Dans un hangar proche du centre-ville, Jean-Pierre, Pascal et Pierre s’activent. Ils découpent, l’un des morceaux de papier jaune, l’autre des formes en métal tandis que le troisième prépare de la colle. Le papier jaune se mélange au métal argenté, le premier forme des traits, le second est tout en courbe. Tous sourient. Ils sourient car ils préparent une nouvelle vélorution sur Amiens.
Une vélorution car, à Amiens, ancienne capitale de la région Picardie, pratiquer le vélo au quotidien n’est pas une sinécure. Pas seulement parce que le président de la métropole a déclaré que les cyclistes n’étaient que « 2 % d’emmerdeurs », mais surtout parce que la consigne donnée aux services techniques et aux prestataires est : « ne pas contraindre la voiture » !
Tous se souviennent des trois recours au tribunal administratif déposés en deux ans seulement. Le dernier ne date que d’avril dernier et concerne la rénovation d’une entrée de la ville(1). Alors que la métropole installe un bus à haut niveau de services (BHNS), elle décide — pour ne pas supprimer de place de parking — de conserver le stationnement en épi sans créer d’aménagement cyclable. Qu’à cela ne tienne, il lui suffit de mettre l’avenue à 30 km/h pour espérer rester en conformité avec la loi Laure ! Le recours de Véloxygène au tribunal ne comprenait pas moins de dix-sept pièces. Il était bien plus complexe que le premier, déposé en 2016 : pour une autre entrée de ville, la métropole avait dépensé 3,2 millions d’euros et n’avait créé que 25 mètres de bandes cyclables.

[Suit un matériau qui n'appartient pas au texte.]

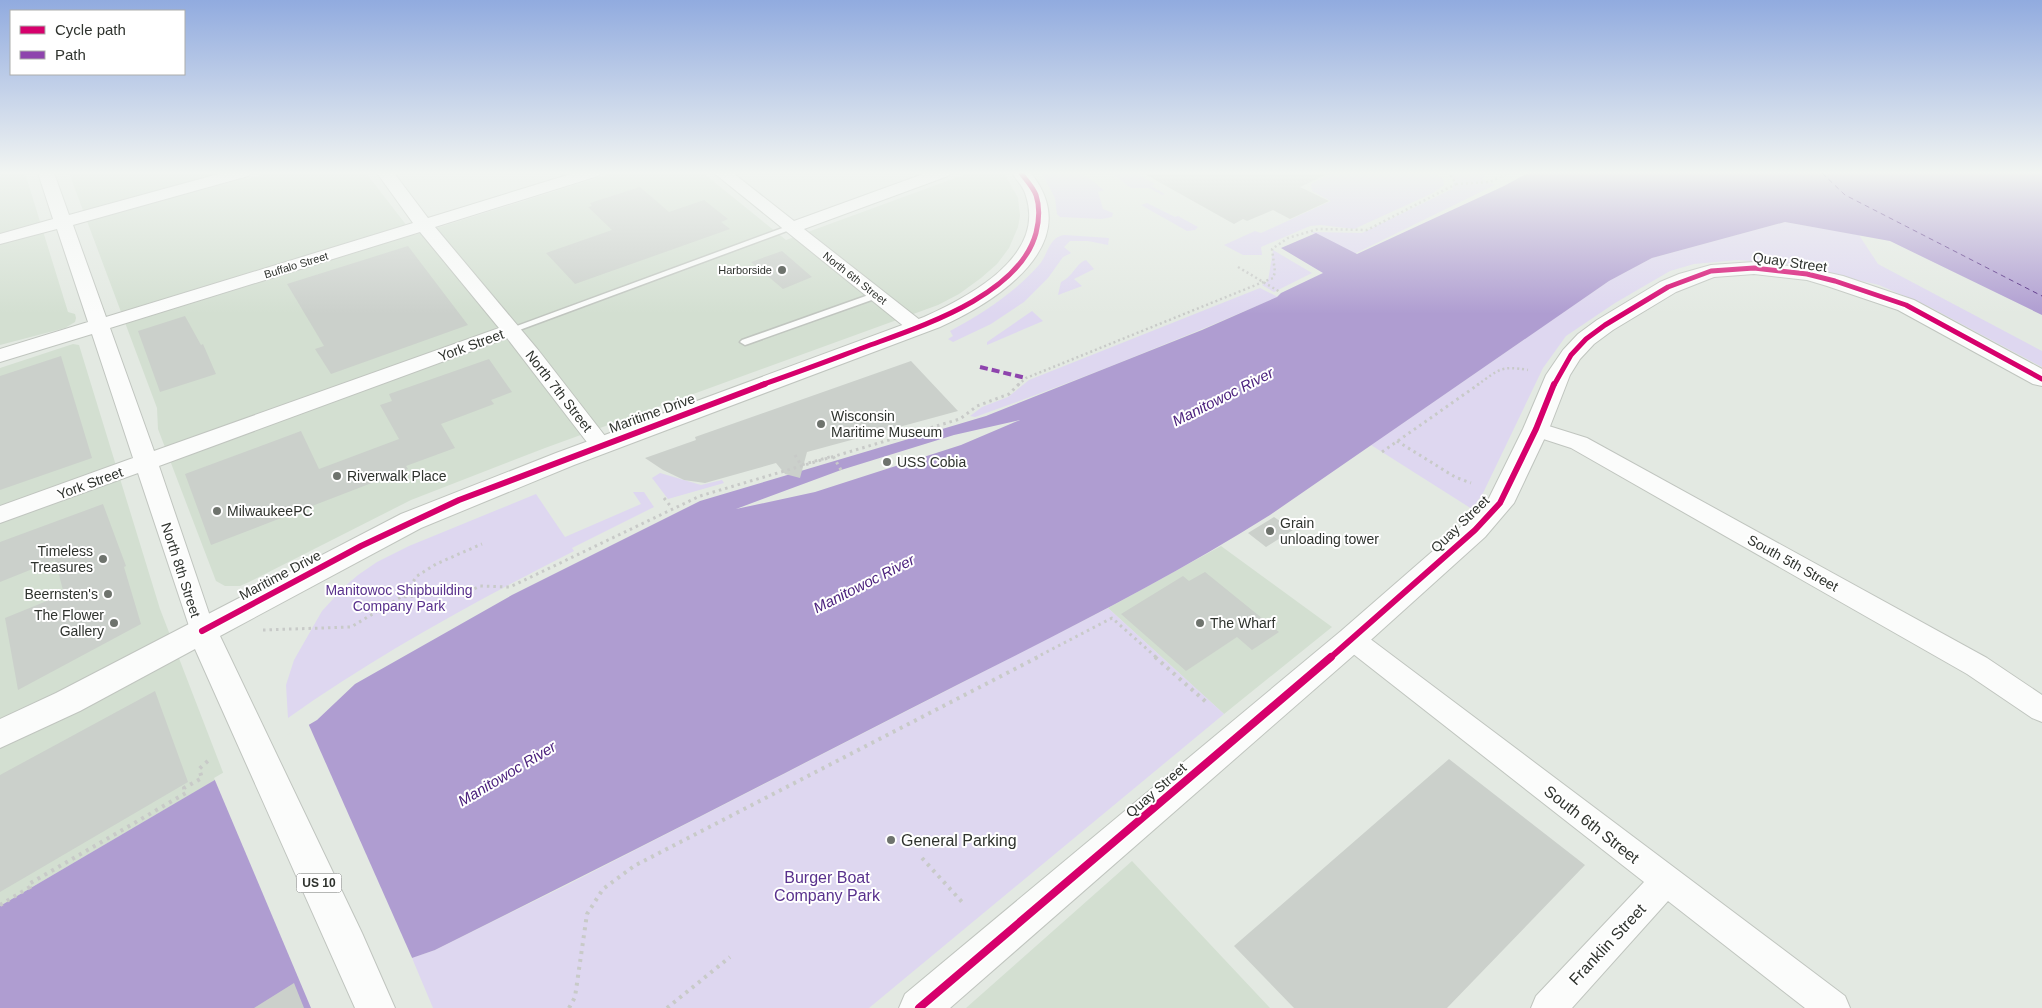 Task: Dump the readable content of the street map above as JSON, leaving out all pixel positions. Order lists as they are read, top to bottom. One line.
{"streets":{"main road":["Quay Street","Maritime Drive","North 8th Street","US 10"],"street":["Buffalo Street","North 6th Street","York Street","North 7th Street","South 5th Street","South 6th Street","Franklin Street"]},"crossings":[["Quay Street","South 5th Street"],["Quay Street","South 6th Street"],["Buffalo Street","North 7th Street"],["Buffalo Street","North 8th Street"],["North 6th Street","York Street"],["North 6th Street","Maritime Drive"],["York Street","North 7th Street"],["York Street","North 8th Street"],["North 7th Street","Maritime Drive"],["Maritime Drive","North 8th Street"],["South 6th Street","Franklin Street"]],"water":["Manitowoc River"],"parks":["Manitowoc Shipbuilding Company Park","Burger Boat Company Park"],"places":["Harborside","Wisconsin Maritime Museum","USS Cobia","Riverwalk Place","MilwaukeePC","Grain unloading tower","Timeless Treasures","Beernsten's","The Flower Gallery","The Wharf","General Parking"],"legend":["Cycle path","Path"]}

Jeudi 28 juin, la vélorution se met en place devant l’hôtel de ville dans un concert de sonnettes. Jean-Pierre, président de Véloxygène, prend la parole et fustige la communication de la métropole, pour qui « tout va bien »… pour les automobilistes. La centaine de cyclistes prend sa place sur la chaussée, toute sa place, comme on l’apprend lors des stages de « remise en selle ».
Les papiers jaunes sont collés sur le sol et forment une ligne discontinue de chantier, les formes rondes dessinent maintenant le picto d’un cycliste. En peu de temps, Véloxygène crée des sas vélos aux carrefours en travaux d’une ville en chantier.
Le cortège des cyclistes arrive rue de la République. Cette rue, en plein centre, dessert de nombreux services publics. En 2012, elle avait été équipée d’une bande et d’un double sens cyclables. Patatras ! Fin 2016, la mairie d’Amiens les supprime et efface toute trace d’aménagement pour les cyclistes. Cela méritait bien aussi un recours au tribunal administratif ! Alors aujourd’hui, en plus d’un sas vélo éphémère, Véloxygène accroche au feu le premier « cédez-le-passage cycliste » d’Amiens. Le premier ? Eh oui, il paraît qu’installer ces panneaux « favoriserait les cyclistes au détriment des automobilistes ». On aimerait que ce ne soit qu’un rêve…
C’est quatre ou cinq sas vélos que la vélorution a déposés sur son passage. Des traces éphémères, mais une belle action de sensibilisation du public, effectuée dans la bonne humeur.
(1) Les procédures sont toujours en cours.